### [REQUIREMENT]
All of the data below should be returned exactly.

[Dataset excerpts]

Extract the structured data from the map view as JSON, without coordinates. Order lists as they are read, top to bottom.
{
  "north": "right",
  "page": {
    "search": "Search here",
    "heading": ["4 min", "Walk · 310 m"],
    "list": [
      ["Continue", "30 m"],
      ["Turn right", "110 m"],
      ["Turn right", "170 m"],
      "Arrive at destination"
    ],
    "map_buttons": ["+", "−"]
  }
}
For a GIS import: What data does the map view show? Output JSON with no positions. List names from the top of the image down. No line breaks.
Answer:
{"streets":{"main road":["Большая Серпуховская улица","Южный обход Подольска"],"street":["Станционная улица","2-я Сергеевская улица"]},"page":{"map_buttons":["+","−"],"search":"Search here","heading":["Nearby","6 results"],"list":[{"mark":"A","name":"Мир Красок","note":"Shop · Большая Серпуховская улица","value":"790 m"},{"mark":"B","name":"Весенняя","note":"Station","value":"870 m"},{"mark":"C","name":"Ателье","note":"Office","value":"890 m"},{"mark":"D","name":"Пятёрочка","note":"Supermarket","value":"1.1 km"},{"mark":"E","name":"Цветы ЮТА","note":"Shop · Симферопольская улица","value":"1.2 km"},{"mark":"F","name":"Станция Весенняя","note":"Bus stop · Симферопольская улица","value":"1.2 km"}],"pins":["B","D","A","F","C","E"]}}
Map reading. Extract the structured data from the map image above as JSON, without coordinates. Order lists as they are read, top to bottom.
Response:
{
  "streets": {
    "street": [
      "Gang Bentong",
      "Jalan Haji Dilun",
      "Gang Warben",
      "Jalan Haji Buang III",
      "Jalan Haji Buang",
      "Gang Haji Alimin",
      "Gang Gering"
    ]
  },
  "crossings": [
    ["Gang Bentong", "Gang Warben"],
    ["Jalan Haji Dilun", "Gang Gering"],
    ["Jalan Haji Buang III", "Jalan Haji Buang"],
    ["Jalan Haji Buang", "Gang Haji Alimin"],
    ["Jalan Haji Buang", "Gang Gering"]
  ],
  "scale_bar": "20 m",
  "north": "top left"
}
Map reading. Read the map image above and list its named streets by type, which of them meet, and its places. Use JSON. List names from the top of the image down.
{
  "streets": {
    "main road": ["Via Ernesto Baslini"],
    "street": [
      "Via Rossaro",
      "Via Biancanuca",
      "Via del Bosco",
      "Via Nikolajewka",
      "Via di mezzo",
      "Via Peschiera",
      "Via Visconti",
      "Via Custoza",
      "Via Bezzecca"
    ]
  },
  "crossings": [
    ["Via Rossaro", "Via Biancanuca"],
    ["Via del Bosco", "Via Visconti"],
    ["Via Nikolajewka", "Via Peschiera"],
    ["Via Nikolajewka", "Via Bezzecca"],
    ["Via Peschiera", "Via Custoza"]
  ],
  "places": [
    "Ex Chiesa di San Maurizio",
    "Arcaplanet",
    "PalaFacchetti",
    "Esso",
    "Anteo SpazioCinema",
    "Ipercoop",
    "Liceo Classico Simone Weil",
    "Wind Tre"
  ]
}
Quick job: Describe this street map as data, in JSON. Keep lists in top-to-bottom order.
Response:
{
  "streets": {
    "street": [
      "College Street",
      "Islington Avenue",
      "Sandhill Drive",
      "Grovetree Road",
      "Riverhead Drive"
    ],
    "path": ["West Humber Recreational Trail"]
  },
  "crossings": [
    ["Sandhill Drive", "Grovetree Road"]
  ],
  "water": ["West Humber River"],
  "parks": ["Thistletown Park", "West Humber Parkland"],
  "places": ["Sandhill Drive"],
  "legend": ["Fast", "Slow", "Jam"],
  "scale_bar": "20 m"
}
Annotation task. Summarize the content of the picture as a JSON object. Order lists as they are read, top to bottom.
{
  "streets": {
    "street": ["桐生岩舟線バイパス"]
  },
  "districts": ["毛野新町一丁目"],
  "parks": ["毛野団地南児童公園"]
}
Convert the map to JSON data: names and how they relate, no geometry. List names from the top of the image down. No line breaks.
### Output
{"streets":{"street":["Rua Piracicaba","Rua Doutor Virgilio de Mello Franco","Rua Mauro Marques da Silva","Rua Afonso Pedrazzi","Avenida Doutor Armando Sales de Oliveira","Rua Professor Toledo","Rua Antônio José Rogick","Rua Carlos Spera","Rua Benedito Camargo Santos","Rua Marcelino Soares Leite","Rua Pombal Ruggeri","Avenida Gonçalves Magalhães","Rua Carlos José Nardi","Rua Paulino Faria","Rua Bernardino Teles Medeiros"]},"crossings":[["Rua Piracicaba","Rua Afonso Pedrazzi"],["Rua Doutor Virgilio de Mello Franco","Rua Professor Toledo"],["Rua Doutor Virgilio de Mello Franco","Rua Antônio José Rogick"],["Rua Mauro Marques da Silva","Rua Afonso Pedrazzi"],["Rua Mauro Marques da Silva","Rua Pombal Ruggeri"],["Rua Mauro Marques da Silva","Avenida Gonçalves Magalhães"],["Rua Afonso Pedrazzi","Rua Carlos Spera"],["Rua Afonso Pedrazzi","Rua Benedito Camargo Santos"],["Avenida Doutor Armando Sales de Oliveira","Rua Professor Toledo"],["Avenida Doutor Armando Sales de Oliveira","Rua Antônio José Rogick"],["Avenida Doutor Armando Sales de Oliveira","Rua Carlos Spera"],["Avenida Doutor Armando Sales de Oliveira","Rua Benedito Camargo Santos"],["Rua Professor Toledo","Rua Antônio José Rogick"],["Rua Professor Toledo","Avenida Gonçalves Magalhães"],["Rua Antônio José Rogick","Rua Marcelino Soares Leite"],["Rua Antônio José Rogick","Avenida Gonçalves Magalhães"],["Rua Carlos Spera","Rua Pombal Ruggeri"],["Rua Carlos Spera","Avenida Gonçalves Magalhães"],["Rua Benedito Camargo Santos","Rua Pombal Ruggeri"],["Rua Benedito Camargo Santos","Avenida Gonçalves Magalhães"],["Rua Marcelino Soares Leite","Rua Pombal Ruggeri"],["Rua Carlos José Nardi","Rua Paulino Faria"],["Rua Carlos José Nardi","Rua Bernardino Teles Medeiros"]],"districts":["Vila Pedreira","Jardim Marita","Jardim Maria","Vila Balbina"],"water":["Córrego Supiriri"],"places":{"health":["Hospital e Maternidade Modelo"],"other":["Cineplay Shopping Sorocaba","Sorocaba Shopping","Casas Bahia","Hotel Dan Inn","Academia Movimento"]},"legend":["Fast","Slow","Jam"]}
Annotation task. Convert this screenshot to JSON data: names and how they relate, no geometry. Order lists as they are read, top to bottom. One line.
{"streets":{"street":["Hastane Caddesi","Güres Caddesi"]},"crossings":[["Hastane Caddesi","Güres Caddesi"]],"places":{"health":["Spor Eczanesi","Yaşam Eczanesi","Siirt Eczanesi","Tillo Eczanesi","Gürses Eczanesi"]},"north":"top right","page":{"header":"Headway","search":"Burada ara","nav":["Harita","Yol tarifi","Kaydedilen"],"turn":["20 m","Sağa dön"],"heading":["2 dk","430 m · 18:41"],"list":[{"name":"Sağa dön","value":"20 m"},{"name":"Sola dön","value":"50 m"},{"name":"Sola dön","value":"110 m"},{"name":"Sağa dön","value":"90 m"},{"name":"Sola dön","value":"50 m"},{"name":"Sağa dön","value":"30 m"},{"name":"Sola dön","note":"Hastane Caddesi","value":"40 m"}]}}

### [ANSWER SECTION]
Extract the structured data from the map view as JSON, without coordinates. Order lists as they are read, top to bottom.
{
  "north": "right",
  "page": {
    "search": "Search here",
    "heading": ["4 min", "Walk · 310 m"],
    "list": [
      ["Continue", "30 m"],
      ["Turn right", "110 m"],
      ["Turn right", "170 m"],
      "Arrive at destination"
    ],
    "map_buttons": ["+", "−"]
  }
}
For a GIS import: What data does the map view show? Output JSON with no positions. List names from the top of the image down. No line breaks.
Answer:
{"streets":{"main road":["Большая Серпуховская улица","Южный обход Подольска"],"street":["Станционная улица","2-я Сергеевская улица"]},"page":{"map_buttons":["+","−"],"search":"Search here","heading":["Nearby","6 results"],"list":[{"mark":"A","name":"Мир Красок","note":"Shop · Большая Серпуховская улица","value":"790 m"},{"mark":"B","name":"Весенняя","note":"Station","value":"870 m"},{"mark":"C","name":"Ателье","note":"Office","value":"890 m"},{"mark":"D","name":"Пятёрочка","note":"Supermarket","value":"1.1 km"},{"mark":"E","name":"Цветы ЮТА","note":"Shop · Симферопольская улица","value":"1.2 km"},{"mark":"F","name":"Станция Весенняя","note":"Bus stop · Симферопольская улица","value":"1.2 km"}],"pins":["B","D","A","F","C","E"]}}
Map reading. Extract the structured data from the map image above as JSON, without coordinates. Order lists as they are read, top to bottom.
Response:
{
  "streets": {
    "street": [
      "Gang Bentong",
      "Jalan Haji Dilun",
      "Gang Warben",
      "Jalan Haji Buang III",
      "Jalan Haji Buang",
      "Gang Haji Alimin",
      "Gang Gering"
    ]
  },
  "crossings": [
    ["Gang Bentong", "Gang Warben"],
    ["Jalan Haji Dilun", "Gang Gering"],
    ["Jalan Haji Buang III", "Jalan Haji Buang"],
    ["Jalan Haji Buang", "Gang Haji Alimin"],
    ["Jalan Haji Buang", "Gang Gering"]
  ],
  "scale_bar": "20 m",
  "north": "top left"
}
Map reading. Read the map image above and list its named streets by type, which of them meet, and its places. Use JSON. List names from the top of the image down.
{
  "streets": {
    "main road": ["Via Ernesto Baslini"],
    "street": [
      "Via Rossaro",
      "Via Biancanuca",
      "Via del Bosco",
      "Via Nikolajewka",
      "Via di mezzo",
      "Via Peschiera",
      "Via Visconti",
      "Via Custoza",
      "Via Bezzecca"
    ]
  },
  "crossings": [
    ["Via Rossaro", "Via Biancanuca"],
    ["Via del Bosco", "Via Visconti"],
    ["Via Nikolajewka", "Via Peschiera"],
    ["Via Nikolajewka", "Via Bezzecca"],
    ["Via Peschiera", "Via Custoza"]
  ],
  "places": [
    "Ex Chiesa di San Maurizio",
    "Arcaplanet",
    "PalaFacchetti",
    "Esso",
    "Anteo SpazioCinema",
    "Ipercoop",
    "Liceo Classico Simone Weil",
    "Wind Tre"
  ]
}
Quick job: Describe this street map as data, in JSON. Keep lists in top-to-bottom order.
Response:
{
  "streets": {
    "street": [
      "College Street",
      "Islington Avenue",
      "Sandhill Drive",
      "Grovetree Road",
      "Riverhead Drive"
    ],
    "path": ["West Humber Recreational Trail"]
  },
  "crossings": [
    ["Sandhill Drive", "Grovetree Road"]
  ],
  "water": ["West Humber River"],
  "parks": ["Thistletown Park", "West Humber Parkland"],
  "places": ["Sandhill Drive"],
  "legend": ["Fast", "Slow", "Jam"],
  "scale_bar": "20 m"
}
Annotation task. Summarize the content of the picture as a JSON object. Order lists as they are read, top to bottom.
{
  "streets": {
    "street": ["桐生岩舟線バイパス"]
  },
  "districts": ["毛野新町一丁目"],
  "parks": ["毛野団地南児童公園"]
}
Convert the map to JSON data: names and how they relate, no geometry. List names from the top of the image down. No line breaks.
### Output
{"streets":{"street":["Rua Piracicaba","Rua Doutor Virgilio de Mello Franco","Rua Mauro Marques da Silva","Rua Afonso Pedrazzi","Avenida Doutor Armando Sales de Oliveira","Rua Professor Toledo","Rua Antônio José Rogick","Rua Carlos Spera","Rua Benedito Camargo Santos","Rua Marcelino Soares Leite","Rua Pombal Ruggeri","Avenida Gonçalves Magalhães","Rua Carlos José Nardi","Rua Paulino Faria","Rua Bernardino Teles Medeiros"]},"crossings":[["Rua Piracicaba","Rua Afonso Pedrazzi"],["Rua Doutor Virgilio de Mello Franco","Rua Professor Toledo"],["Rua Doutor Virgilio de Mello Franco","Rua Antônio José Rogick"],["Rua Mauro Marques da Silva","Rua Afonso Pedrazzi"],["Rua Mauro Marques da Silva","Rua Pombal Ruggeri"],["Rua Mauro Marques da Silva","Avenida Gonçalves Magalhães"],["Rua Afonso Pedrazzi","Rua Carlos Spera"],["Rua Afonso Pedrazzi","Rua Benedito Camargo Santos"],["Avenida Doutor Armando Sales de Oliveira","Rua Professor Toledo"],["Avenida Doutor Armando Sales de Oliveira","Rua Antônio José Rogick"],["Avenida Doutor Armando Sales de Oliveira","Rua Carlos Spera"],["Avenida Doutor Armando Sales de Oliveira","Rua Benedito Camargo Santos"],["Rua Professor Toledo","Rua Antônio José Rogick"],["Rua Professor Toledo","Avenida Gonçalves Magalhães"],["Rua Antônio José Rogick","Rua Marcelino Soares Leite"],["Rua Antônio José Rogick","Avenida Gonçalves Magalhães"],["Rua Carlos Spera","Rua Pombal Ruggeri"],["Rua Carlos Spera","Avenida Gonçalves Magalhães"],["Rua Benedito Camargo Santos","Rua Pombal Ruggeri"],["Rua Benedito Camargo Santos","Avenida Gonçalves Magalhães"],["Rua Marcelino Soares Leite","Rua Pombal Ruggeri"],["Rua Carlos José Nardi","Rua Paulino Faria"],["Rua Carlos José Nardi","Rua Bernardino Teles Medeiros"]],"districts":["Vila Pedreira","Jardim Marita","Jardim Maria","Vila Balbina"],"water":["Córrego Supiriri"],"places":{"health":["Hospital e Maternidade Modelo"],"other":["Cineplay Shopping Sorocaba","Sorocaba Shopping","Casas Bahia","Hotel Dan Inn","Academia Movimento"]},"legend":["Fast","Slow","Jam"]}
Annotation task. Convert this screenshot to JSON data: names and how they relate, no geometry. Order lists as they are read, top to bottom. One line.
{"streets":{"street":["Hastane Caddesi","Güres Caddesi"]},"crossings":[["Hastane Caddesi","Güres Caddesi"]],"places":{"health":["Spor Eczanesi","Yaşam Eczanesi","Siirt Eczanesi","Tillo Eczanesi","Gürses Eczanesi"]},"north":"top right","page":{"header":"Headway","search":"Burada ara","nav":["Harita","Yol tarifi","Kaydedilen"],"turn":["20 m","Sağa dön"],"heading":["2 dk","430 m · 18:41"],"list":[{"name":"Sağa dön","value":"20 m"},{"name":"Sola dön","value":"50 m"},{"name":"Sola dön","value":"110 m"},{"name":"Sağa dön","value":"90 m"},{"name":"Sola dön","value":"50 m"},{"name":"Sağa dön","value":"30 m"},{"name":"Sola dön","note":"Hastane Caddesi","value":"40 m"}]}}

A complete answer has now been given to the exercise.